Posted: December 12th, 2018
Category: Franchise Experts
Although the Franchise Disclosure Document (FDD) is a uniform document providing information about a franchise organization, there are many aspects about owning and operating a franchise that vary from state to state. This can include taxes, real estate leasing prices, operational costs and local licensing agreements.
The first area of focus tends to be state franchise regulations. "The Franchise Rule", a federal regulation mandated by the FTC, is designed to create consistency and transparency. However, some states have created their own body of law in addition to federal law. There are 13 states in which the franchisor must register. These states often require the franchisor to draft an addendum to comply with the state regulations. Some of these states include California, New York, Virginia, Washington and Illinois, among others. The franchisee will be required to sign the state addendum if they are resident of that state.
As a franchise coach, I speak with many prospective franchisees who focus on these state regulations. But the fact is that these regulations are aimed at the franchisor rather than the franchisee. The franchisor must adjust based on the particular state regulation before they are authorized to do business there and the franchisee doesn’t have the ability to make any of those changes on their own.
While some expenses such as franchise fees and royalties are fixed, other financial factors may vary depending on location. A primary example of this is the cost of build out and operations. Whether it is the cost of labor or the expense of the buildout of a location, that will differ based on the state in which it operates. The cost of doing business in New York City or Northern New Jersey will be higher than similar sized locations in the Midwest.
There does tend to be balance. Areas in which there are higher operating expenses tend to be able to charge a higher price for their product or service, and vice versa. The most notable example is California, where the cost of doing business is significantly higher than other states. Other states like Texas and Florida don’t have the same cost or complexity when it comes to labor and operations.

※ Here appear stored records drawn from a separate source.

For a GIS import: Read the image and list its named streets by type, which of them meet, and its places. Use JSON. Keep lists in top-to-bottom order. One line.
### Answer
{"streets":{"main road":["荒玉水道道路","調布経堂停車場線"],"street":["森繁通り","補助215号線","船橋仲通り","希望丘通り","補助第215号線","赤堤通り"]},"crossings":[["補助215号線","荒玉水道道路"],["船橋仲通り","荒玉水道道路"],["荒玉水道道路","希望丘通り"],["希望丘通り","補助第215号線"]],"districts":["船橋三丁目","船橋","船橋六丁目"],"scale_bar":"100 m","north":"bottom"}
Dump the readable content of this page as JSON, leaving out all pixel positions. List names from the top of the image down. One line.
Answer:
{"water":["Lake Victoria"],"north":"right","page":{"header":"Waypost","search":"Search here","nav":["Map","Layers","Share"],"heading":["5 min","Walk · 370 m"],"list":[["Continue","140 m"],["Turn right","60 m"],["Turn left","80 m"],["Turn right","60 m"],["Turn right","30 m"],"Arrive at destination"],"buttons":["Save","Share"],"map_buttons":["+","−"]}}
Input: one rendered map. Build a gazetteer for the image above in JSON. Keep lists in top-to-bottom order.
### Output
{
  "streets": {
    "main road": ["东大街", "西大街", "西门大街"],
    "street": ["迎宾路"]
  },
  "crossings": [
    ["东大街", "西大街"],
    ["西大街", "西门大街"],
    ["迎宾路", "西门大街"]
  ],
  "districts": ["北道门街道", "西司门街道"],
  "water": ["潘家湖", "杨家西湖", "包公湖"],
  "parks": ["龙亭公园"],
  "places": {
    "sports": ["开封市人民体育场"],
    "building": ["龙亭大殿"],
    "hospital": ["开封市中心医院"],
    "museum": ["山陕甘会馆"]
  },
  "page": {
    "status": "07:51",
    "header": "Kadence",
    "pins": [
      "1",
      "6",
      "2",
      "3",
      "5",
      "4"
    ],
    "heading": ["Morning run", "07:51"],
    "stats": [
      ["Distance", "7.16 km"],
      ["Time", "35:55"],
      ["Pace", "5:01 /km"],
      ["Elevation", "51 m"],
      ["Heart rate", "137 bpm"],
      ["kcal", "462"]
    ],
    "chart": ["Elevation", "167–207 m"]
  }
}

Franchise prospects should also be aware of various licensing requirements, whether they be at the state, county or city levels. Many states have simple requirements such as a business or contractor’s license. If you find that there are local licensing requirements I would recommend consulting with the franchisor to see what their approach has been in the past to satisfy these licensing requirements. They have experience in this area and should be able to help guide the franchisee through this process. At the same time, you may want to consult with a local attorney or advisor with expertise in this area.
While state regulations are much more challenging for the franchisor, it is important that a franchise prospect knows the local business climate and regulations before purchasing a franchise.